What TradingGoose Market Is Now

TradingGoose Market is a self-hostable, open market reference data platform that acts as a single source of truth for listing identity, exchange metadata, market groupings, and trading hours. Clients like TradingGoose Studio resolve canonical records through its API, then apply provider-specific symbol formatting rules at the edge.

It manages listings, exchanges, markets, cryptocurrencies, currencies, countries, cities, time zones, blockchain networks, and trading hours through both an admin dashboard and a versioned public API.
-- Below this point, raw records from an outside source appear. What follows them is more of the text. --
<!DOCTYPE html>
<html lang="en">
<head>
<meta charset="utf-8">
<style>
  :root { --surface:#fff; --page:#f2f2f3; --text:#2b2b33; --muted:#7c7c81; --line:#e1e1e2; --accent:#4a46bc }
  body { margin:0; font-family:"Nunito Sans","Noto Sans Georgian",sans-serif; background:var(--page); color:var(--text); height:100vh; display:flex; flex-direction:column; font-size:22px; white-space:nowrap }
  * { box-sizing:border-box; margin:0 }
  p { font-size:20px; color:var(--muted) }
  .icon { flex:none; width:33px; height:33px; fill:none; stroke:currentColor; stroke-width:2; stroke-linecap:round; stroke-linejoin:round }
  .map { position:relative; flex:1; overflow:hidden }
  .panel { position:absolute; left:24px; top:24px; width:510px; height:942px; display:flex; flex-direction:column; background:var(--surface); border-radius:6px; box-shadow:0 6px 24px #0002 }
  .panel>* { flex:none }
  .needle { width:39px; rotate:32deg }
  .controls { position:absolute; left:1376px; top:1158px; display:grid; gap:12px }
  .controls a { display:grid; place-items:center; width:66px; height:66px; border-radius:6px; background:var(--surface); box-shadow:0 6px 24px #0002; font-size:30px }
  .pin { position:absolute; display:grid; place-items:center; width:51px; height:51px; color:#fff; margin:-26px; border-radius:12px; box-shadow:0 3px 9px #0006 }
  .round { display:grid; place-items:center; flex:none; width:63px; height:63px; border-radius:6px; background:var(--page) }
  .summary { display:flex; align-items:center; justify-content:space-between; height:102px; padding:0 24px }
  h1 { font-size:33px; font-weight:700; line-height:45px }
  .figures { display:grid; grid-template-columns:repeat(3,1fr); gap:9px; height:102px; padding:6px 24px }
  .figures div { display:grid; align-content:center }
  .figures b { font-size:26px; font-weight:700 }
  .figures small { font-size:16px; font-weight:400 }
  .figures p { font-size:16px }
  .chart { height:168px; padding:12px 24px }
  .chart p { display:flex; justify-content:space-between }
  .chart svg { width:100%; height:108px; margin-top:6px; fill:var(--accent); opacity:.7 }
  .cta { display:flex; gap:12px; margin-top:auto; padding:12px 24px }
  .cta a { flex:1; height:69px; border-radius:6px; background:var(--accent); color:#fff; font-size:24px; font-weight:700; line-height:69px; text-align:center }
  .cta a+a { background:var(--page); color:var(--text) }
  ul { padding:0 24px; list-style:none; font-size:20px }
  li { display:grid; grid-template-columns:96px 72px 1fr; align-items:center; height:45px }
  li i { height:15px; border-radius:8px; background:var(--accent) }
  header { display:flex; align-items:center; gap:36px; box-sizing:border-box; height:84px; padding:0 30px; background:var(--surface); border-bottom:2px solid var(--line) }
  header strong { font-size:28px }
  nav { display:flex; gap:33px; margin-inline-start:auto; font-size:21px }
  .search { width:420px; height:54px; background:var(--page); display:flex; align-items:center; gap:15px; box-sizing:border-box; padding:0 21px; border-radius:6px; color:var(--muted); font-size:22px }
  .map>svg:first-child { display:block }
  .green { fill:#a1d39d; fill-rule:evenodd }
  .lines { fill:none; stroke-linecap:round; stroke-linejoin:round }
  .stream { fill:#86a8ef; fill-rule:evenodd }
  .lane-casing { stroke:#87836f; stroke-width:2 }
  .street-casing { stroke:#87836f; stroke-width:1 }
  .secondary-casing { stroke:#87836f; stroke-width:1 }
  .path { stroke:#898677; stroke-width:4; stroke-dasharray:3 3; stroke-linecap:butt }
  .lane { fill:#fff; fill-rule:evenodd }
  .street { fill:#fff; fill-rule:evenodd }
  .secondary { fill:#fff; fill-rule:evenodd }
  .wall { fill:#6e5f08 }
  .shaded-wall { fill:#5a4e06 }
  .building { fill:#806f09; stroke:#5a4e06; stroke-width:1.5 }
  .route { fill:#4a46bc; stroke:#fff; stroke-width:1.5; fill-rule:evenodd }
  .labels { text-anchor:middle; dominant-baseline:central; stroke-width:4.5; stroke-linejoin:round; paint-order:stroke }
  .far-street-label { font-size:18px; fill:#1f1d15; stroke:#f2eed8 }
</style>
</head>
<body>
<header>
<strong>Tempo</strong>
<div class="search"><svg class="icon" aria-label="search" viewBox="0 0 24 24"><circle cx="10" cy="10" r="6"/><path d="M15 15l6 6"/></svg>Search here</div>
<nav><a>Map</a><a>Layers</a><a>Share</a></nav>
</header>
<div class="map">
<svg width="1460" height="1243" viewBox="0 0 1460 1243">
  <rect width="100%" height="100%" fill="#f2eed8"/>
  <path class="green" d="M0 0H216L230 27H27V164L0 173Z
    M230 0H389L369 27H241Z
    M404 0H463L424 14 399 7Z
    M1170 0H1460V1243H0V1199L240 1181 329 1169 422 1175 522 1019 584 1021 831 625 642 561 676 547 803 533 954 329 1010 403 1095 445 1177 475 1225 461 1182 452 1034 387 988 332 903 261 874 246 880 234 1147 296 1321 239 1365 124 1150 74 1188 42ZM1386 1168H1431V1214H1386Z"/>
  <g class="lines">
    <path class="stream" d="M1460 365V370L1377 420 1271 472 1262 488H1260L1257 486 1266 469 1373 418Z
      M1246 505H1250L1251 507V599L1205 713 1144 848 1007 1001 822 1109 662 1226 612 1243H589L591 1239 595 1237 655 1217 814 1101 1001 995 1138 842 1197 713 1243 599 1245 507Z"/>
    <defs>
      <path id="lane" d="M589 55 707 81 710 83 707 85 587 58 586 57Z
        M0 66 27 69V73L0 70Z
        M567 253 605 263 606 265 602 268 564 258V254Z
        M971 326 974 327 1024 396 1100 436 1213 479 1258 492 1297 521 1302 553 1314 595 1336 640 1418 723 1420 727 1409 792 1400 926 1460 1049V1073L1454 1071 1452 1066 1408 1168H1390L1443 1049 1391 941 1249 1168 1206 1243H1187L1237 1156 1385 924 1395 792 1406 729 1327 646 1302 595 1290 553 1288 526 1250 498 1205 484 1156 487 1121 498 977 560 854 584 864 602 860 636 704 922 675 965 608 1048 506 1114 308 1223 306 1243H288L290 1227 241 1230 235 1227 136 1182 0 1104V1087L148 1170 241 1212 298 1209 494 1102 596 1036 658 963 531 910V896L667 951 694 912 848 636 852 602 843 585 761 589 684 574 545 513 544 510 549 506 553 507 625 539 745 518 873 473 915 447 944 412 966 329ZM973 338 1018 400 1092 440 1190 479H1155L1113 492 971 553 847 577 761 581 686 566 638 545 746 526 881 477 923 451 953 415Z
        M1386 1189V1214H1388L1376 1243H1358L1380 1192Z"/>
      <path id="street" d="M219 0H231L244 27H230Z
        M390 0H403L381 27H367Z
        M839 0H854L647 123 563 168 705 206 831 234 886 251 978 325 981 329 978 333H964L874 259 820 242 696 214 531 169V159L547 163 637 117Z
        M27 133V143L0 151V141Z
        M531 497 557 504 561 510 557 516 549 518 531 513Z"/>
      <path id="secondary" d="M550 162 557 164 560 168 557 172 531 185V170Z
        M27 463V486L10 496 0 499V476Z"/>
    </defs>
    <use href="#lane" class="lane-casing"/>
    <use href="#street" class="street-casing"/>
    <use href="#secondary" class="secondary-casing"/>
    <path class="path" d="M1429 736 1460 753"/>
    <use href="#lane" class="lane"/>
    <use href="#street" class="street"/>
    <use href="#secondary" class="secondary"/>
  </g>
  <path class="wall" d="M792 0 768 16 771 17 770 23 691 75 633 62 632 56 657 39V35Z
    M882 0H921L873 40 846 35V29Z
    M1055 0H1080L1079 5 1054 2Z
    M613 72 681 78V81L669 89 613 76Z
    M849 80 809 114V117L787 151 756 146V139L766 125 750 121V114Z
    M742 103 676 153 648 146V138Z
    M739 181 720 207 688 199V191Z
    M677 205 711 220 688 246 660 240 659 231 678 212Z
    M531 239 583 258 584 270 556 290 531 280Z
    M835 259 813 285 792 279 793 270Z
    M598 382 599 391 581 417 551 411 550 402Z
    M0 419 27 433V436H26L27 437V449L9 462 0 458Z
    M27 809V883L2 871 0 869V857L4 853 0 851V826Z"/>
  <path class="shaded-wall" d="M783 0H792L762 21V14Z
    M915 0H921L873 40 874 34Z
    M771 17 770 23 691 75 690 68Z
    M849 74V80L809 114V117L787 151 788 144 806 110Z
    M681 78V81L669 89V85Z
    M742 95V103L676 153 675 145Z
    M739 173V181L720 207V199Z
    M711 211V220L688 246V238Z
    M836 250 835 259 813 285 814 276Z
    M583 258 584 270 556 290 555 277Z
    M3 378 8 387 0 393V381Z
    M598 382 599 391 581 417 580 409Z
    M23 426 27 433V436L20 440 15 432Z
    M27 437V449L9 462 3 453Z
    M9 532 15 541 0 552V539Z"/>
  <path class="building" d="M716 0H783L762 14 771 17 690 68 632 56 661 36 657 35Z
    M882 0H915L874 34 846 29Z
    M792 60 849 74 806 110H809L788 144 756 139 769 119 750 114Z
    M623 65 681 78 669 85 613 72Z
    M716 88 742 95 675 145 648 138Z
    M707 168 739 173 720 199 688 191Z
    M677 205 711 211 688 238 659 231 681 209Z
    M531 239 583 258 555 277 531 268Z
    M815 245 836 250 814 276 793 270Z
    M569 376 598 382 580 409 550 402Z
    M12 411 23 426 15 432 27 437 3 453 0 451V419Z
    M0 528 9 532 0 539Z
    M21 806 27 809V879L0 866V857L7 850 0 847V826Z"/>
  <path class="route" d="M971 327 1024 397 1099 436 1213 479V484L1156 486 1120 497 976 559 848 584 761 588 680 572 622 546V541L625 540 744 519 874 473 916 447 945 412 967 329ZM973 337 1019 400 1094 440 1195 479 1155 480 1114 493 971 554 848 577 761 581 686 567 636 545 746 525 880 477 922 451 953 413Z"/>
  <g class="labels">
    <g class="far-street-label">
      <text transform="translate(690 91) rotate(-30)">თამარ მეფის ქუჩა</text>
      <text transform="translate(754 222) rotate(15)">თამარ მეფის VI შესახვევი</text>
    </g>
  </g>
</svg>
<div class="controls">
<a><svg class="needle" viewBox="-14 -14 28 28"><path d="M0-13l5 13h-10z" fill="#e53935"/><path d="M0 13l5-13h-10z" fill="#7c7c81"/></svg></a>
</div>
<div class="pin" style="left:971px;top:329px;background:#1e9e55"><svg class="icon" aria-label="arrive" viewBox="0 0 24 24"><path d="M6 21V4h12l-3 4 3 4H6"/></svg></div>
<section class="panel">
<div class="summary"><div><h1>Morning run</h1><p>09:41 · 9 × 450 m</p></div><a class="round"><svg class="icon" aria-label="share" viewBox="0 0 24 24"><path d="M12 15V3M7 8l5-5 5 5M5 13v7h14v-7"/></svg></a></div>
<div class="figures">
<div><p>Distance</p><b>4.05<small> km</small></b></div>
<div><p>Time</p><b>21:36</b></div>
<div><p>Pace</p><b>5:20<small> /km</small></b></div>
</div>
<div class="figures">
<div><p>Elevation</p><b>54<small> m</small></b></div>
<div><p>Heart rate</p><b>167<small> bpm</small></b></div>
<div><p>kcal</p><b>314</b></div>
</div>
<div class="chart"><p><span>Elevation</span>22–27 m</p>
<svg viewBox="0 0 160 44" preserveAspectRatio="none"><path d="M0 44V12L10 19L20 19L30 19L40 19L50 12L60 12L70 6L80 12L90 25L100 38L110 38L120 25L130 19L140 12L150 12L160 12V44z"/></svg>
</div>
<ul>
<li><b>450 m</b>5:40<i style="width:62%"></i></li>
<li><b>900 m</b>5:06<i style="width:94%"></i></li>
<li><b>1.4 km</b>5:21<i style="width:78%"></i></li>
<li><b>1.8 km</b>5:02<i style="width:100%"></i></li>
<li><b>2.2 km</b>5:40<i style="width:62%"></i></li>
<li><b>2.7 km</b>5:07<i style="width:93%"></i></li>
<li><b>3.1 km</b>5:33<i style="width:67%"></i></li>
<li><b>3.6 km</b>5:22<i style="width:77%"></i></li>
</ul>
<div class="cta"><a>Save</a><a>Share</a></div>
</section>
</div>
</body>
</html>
The listings table in TradingGoose Market — browsing stocks across US and international markets with icons, asset class, country, quote currency, and market assignments

The tech stack is deliberately simple: Next.js on Bun, PostgreSQL with Drizzle ORM, Better Auth for sessions and HMAC-signed API keys, and shadcn/ui for the admin interface. One deployable unit, one database, minimal operational overhead.

Beyond Ticker Identity: Trading Hours, Holidays, and Early Closes

Once we had a relational system linking listings to markets, countries, cities, and time zones, we realized it could manage more than just ticker identity. Trading hours are a natural extension. They're tied to the same market entity, and every trading application eventually needs to know when a market is open.

TradingGoose Market stores trading hours as structured data: regular sessions by day of week, holiday closures, and early close dates with their shortened hours. The admin UI provides a visual weekly calendar where you can drag and configure sessions for each market, scoped by country, asset class, or even individual listing when needed.

Editing market hours in TradingGoose Market — regular sessions shown as a visual weekly calendar, with holidays and early closes managed alongside

This is another area where the market-level grouping pays off. Instead of maintaining separate trading hour records for every segment MIC under NYSE, you configure it once for the market and let the API resolve the most specific match, whether that means a listing-specific schedule, an asset-class override, or the market default.

For teams and individuals building trading applications that connect to multiple data sources, TradingGoose Market removes the need to reinvent ticker identity inside every connector. You curate canonical records once in Market, define provider-specific mapping rules in clients like TradingGoose Studio, and keep the rest of the stack speaking the same language.